Nagamootoo responded, ‘you want to shut me up nah,” Teixeira responded, “come over here and you will see.”
It was then that the Speaker interrupted, saying that the debate had gone downhill.
Next to speak was Teixeira, who echoed sentiments that the motion would secure a better image for politicians.
She said, “Yes, we have the Income Tax Act, but are we supposed to aspire to a higher level of integrity.”
As he solicited full support from the House, Opposition Leader Bharrat Jagdeo referred to the motion as one that seeks to enhance transparency in public life. He said that it was those in the government who “lectured” Guyana on transparency and accountability. “Well here is a unique example to prove that it was not all rhetoric.

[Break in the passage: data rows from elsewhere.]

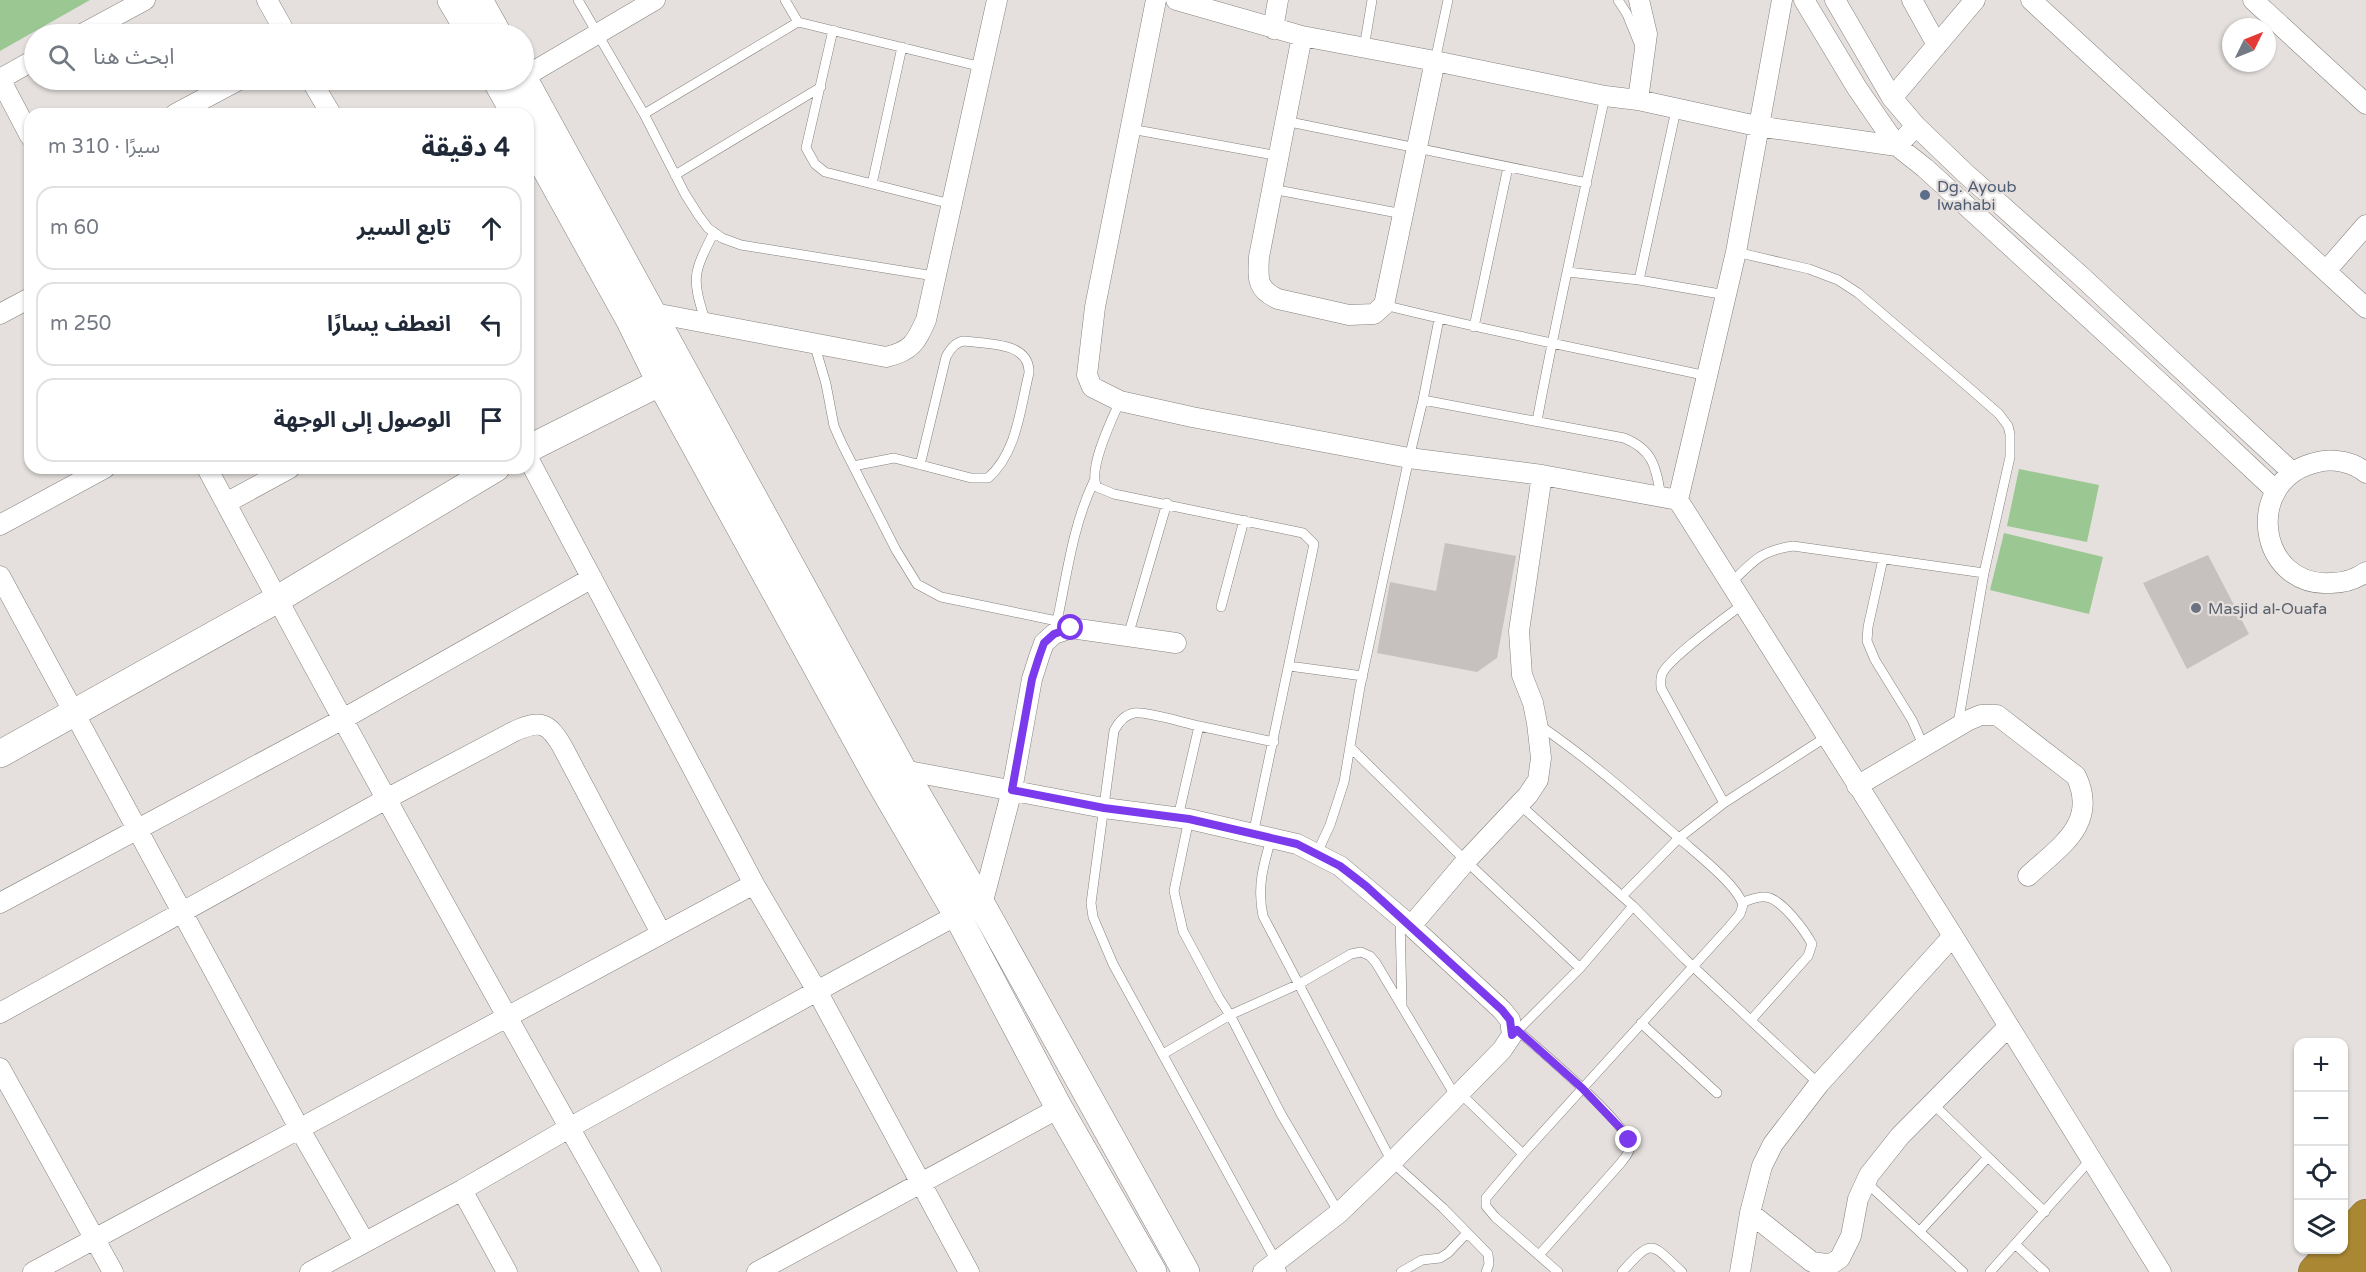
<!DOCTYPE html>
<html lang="ar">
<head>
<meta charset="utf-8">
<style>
  :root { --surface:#fff; --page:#f2f2f3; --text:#1f2937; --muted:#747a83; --line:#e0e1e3 }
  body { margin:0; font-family:"Varela Round","Noto Sans Arabic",sans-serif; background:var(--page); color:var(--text); direction:rtl }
  .controls { position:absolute; right:18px; bottom:18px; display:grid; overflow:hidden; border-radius:12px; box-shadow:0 2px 4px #0004 }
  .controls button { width:54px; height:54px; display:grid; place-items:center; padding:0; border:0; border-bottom:2px solid var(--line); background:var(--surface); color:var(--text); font:30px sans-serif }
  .compass { position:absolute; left:2222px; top:18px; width:54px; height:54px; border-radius:50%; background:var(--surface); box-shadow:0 2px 4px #0004; rotate:47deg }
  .stop { position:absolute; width:18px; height:18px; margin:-14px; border:4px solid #7c3aed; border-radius:50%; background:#fff }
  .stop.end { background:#7c3aed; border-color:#fff; box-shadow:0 2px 6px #0008 }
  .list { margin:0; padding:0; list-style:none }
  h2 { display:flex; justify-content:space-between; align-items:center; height:78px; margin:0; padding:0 24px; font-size:26px }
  h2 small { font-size:20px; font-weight:400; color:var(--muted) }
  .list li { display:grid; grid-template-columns:39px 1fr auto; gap:18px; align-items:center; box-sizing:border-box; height:84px; margin:0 12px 12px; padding:0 12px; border:2px solid var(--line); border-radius:18px }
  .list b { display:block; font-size:22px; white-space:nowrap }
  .list em { font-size:20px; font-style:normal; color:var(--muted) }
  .icon { flex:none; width:33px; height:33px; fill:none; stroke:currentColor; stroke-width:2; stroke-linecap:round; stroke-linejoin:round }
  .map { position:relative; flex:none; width:2366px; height:1272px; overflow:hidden; direction:ltr }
  .search { position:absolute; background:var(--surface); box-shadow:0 2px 4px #0004; left:24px; top:24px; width:510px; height:66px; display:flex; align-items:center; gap:15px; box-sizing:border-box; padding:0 21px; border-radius:33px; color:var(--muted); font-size:22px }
  .panel { position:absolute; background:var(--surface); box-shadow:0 2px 4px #0004; left:24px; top:108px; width:510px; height:366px; border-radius:18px; direction:rtl }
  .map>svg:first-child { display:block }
</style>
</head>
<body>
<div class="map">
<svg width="2366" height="1272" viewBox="0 0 2366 1272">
  <rect width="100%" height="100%" fill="#e5e0dd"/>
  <path fill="#9bc892" d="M0 0H90L0 51Z
    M2019 469 2099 485 2087 542 2007 526Z
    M2004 533 2103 557 2089 614 1990 590Z"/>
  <path fill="#c6c1be" d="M1445 543 1516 556 1497 658 1477 672 1377 653 1390 582 1436 591Z
    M2208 555 2249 634 2187 669 2143 583Z"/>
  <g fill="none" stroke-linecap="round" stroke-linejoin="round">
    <defs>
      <path id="lane" d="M578 0 644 114 685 194 699 216 708 228 722 238 741 245 934 276
        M785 0 798 22
        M1618 0 1627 14 1640 46
        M833 30 806 148 815 164 825 172 951 204
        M1364 48 1372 0
        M1435 61 1448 0
        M644 114 798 22 982 67
        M1285 121 1587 183
        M1131 129 1279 156
        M675 175 821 87
        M872 184 902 47
        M1272 189 1403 214
        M1736 252 1809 269 1838 280 1858 293 1967 386 1999 414 2008 426 2010 434V457L1984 573 1958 724
        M1568 272 1639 280 1726 295
        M1639 280 1676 110
        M1384 305C1491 332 1599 352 1707 376
        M706 323C691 277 693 274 714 232
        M1474 327 1508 167
        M814 343 826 384 834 426 842 444 896 550 917 584 941 597 1057 621
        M1423 400 1624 438C1654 450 1656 468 1661 497
        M1120 401C1112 419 1087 470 1097 487L1114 494 1303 533 1314 544 1253 835
        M1537 421C1557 312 1582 204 1605 96
        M853 466 894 458 971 478H988C1017 453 1020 409 1029 373 1030 342 988 344 964 341 955 342 950 349 946 357L920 465
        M1883 559 1868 627 1867 641 1875 660 1912 720 1924 747
        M1730 584C1753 561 1760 551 1793 546L1984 573
        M1221 607 1244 520
        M1056 626C1067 576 1072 527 1094 481
        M1128 636 1167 503
        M1289 666 1363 676
        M1539 725C1589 759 1634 799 1680 839 1697 854 1737 885 1743 905L1740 914 1729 927 1523 1154 1486 1198V1206L1495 1217 1558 1272
        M1199 726C1184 723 1146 711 1134 713 1124 715 1118 723 1114 731L1091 903 1093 917 1113 964 1282 1272
        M1350 747 1466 861 1580 968
        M1724 803 1826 737
        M1520 805 1633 906 1685 959 1819 1084
        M1178 817 1199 726 1274 742
        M1189 819 1174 891 1183 931 1219 998 1230 1015 1281 1114 1339 1213
        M1271 839C1263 866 1257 888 1263 916L1392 1162 1443 1208 1488 1254 1489 1264 1486 1272
        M1317 853 1330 825 1344 782 1360 687 1409 458 1423 400 1439 319
        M1622 896 1679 838 1724 803 1661 688C1661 683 1660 679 1662 674 1669 658 1726 617 1743 604
        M1743 902C1750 900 1758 896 1766 897 1782 899 1805 931 1812 944L1808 956 1751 1020
        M1400 917 1402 1006
        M1641 1023 1717 1093
        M1517 1030C1536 1047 1630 1125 1630 1146 1630 1153 1623 1160 1619 1165L1539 1255
        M1514 1034 1580 968 1633 906
        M1163 1054 1230 1015 1299 984 1351 954 1361 952 1370 956 1376 963 1456 1097
        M1460 1093 1523 1154
        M1932 1103 2045 1212
        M1866 1182 1963 1272
        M1920 1231 1988 1157
        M2015 1244 2045 1272
        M1401 1272 1422 1260 1440 1258 1448 1253 1467 1233
        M1622 1272C1653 1238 1650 1242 1682 1272
        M1990 1272 2091 1159"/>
      <path id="street" d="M267 0 286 34
        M1156 0 1095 307 1087 375 1092 387 1120 401 1192 417 1409 458 1542 475 1678 500
        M1176 0 1302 36 1435 61 1605 96 1638 100 1757 126 1897 146 1916 126
        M1782 0 1736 252 1678 500 1953 936 2161 1272
        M1804 0 1857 88 1897 146 1925 168 2168 390 2275 490
        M1835 0 1892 98 1916 126 1965 173 2082 277 2292 472
        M1912 0 1937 45
        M2031 0 2366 308
        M2253 0 2366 104
        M1273 29 1278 0
        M82 34 145 0
        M1302 36 1259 257C1258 278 1256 289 1278 299L1349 315 1374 314 1384 305 1435 61
        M524 77 655 0
        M0 79 30 136
        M0 79 34 60
        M311 80 331 114
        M1892 98 1975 0
        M1638 100 1647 34 1639 0
        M175 114 239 80
        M2326 271 2366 225
        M0 314 30 298
        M644 316 654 313 886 357C912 351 916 342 926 320L997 0
        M528 458 754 884 817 991 969 1272
        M207 468C351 738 500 1006 651 1272
        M2366 473C2354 462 2333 458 2318 462 2242 478 2257 588 2331 583 2344 583 2356 579 2366 572
        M226 503 290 468
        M0 525 105 468
        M0 576 299 1128 364 1241
        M895 773 903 770 1104 808 1189 819 1297 844 1340 866 1411 926 1466 861 1528 795 1538 780 1541 758 1537 723 1533 703 1522 675 1519 631 1542 475
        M1857 786 1969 720 1981 715H1997L2076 776C2099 824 2059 847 2028 876
        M0 903 343 719 592 578
        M0 1013 388 798 515 731C540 720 548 722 562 746L661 933
        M0 1068 113 1272
        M462 1190 507 1272
        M1750 1213 1812 1262 1826 1264 1833 1263 1840 1258 1851 1236 1858 1199 1869 1175 1900 1136 2009 1026
        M33 1272 754 884
        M310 1272 462 1190 569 1128 817 991 957 915 982 905 1012 790 1032 679 1039 657 1044 643 1054 634 1071 628 1176 643
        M757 1272 1059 1108
        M1263 1272 1339 1213 1392 1162 1502 1050 1512 1035 1510 1020 1502 1010 1411 926
        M1740 1272 1750 1213 1762 1166 1773 1144 1819 1084 1953 936"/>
      <path id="secondary" d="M451 0 471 34
        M479 0 498 34
        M524 79 903 770 982 905 1186 1272
        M496 80 515 114
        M528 137 630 321 660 382 878 779 957 915 1059 1108 1153 1272
        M528 449 677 374
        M0 754 276 600 496 468"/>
      <path id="highway" d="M2344 1241 2366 1216
        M2315 1272 2335 1250
        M2344 1272 2366 1249"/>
    </defs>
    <use href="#lane" stroke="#85807d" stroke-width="10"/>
    <use href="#street" stroke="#85807d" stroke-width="21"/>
    <use href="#secondary" stroke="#85807d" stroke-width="28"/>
    <use href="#highway" stroke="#846d35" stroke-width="34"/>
    <use href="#lane" stroke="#fff" stroke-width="9"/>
    <use href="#street" stroke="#fff" stroke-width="20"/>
    <use href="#secondary" stroke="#fff" stroke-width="27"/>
    <use href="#highway" stroke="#a83" stroke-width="33"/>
  </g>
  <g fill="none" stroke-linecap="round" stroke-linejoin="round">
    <path stroke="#7c3aed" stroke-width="8" d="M1071 628 1054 634 1044 643 1039 657 1032 679 1012 790 1104 808 1189 819 1297 844 1340 866 1366 886 1502 1010 1510 1020 1512 1035 1517 1030 1582 1088 1624 1132 1629 1140"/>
  </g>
  <circle fill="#5c6f8a" stroke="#e5e0dd" stroke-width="2" cx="1925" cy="195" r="6"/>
  <circle fill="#6b7280" stroke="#e5e0dd" stroke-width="2" cx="2196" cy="608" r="6"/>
  <g text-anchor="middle" stroke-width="4.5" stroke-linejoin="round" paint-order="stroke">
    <g font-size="16" fill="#4e5e75" stroke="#e5e0dd" text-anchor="start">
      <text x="1937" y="192">Dg. Ayoub<tspan x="1937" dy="18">lwahabi</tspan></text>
    </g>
    <g font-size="16" fill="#5b616d" stroke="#e5e0dd" text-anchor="start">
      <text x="2208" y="614">Masjid al-Ouafa</text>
    </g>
  </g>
</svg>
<div class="controls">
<button>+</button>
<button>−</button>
<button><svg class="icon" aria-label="locate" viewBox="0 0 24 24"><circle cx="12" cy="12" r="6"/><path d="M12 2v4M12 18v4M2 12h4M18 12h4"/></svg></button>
<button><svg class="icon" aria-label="layers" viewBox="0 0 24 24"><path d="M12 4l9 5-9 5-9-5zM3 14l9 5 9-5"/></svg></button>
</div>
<svg class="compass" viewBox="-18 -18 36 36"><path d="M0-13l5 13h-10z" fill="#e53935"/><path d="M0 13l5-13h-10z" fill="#747a83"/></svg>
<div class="stop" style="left:1071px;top:628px"></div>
<div class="stop end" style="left:1629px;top:1140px"></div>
<div class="search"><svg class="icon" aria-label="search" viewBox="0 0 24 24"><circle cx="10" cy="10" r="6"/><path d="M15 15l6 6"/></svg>ابحث هنا</div>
<section class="panel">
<h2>4 دقيقة<small>سيرًا · 310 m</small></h2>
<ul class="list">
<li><svg class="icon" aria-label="ahead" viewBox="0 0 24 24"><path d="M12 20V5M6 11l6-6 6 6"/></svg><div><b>تابع السير</b></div><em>60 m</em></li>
<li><svg class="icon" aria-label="left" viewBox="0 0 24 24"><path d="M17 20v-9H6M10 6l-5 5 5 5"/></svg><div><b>انعطف يسارًا</b></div><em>250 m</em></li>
<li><svg class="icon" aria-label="arrive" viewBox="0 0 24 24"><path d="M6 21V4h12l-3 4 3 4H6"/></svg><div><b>الوصول إلى الوجهة</b></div></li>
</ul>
</section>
</div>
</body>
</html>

Jagdeo said that it is no excuse to say that PPP did not have such a motion in the past, so it should not come now. “If we believe in higher forms of transparency, the bar cannot be about what happened in the past, it should be about what is ideal and best for the country; that should be the bar to which we aspire.”
He said that since the government is convinced that corruption was perpetuated under the PPP then it should be anxious to have PPP MPs make public tax declarations.
“Would it not be the best thing to do? You guys should have nothing to worry about, only the PPP MPs will suffer.”
Jagdeo highlighted one of the reasons given for the “phenomenal” salary increase when the new government came into office was that Ministers were making way more money in private practice.
“If this is true then the nation should know. We should know those tax returns. The cabinet should be interested to find out if being duped.
Jagdeo referred to a statement made in Nagamootoo’s presentation which is that he usually file tax returns of $500,000 a year.
The Opposition Leader pointed out that that would mean that Nagamootoo was working for $1.5M a year which breaks down to $130,000 a month.
When Trotman rose to debate the motion, he said that the House was being asked to make legal that which is illegal.
Trotman said “you cannot ask the highest law making body in the land to do what is illegal.”
The illegality Trotman was referring to was the public declaration of tax.
He told the Opposition Members that they are within their rights to publish their tax declarations on a website. “If you so strongly believe in it, go ahead, lead by example.”
The opposition staged a walk out after its motion was hijacked and Nagamootoo moved beyond what is customary as he sought to wrap up a motion in someone else’s name.
The opposition returned to the House to secure the integrity of its motion, but that was to no avail.
The Motion was passed amended. Those Amendments will not secure public declaration. Those amendments basically call for support of mechanisms that already exist under the Income Tax law.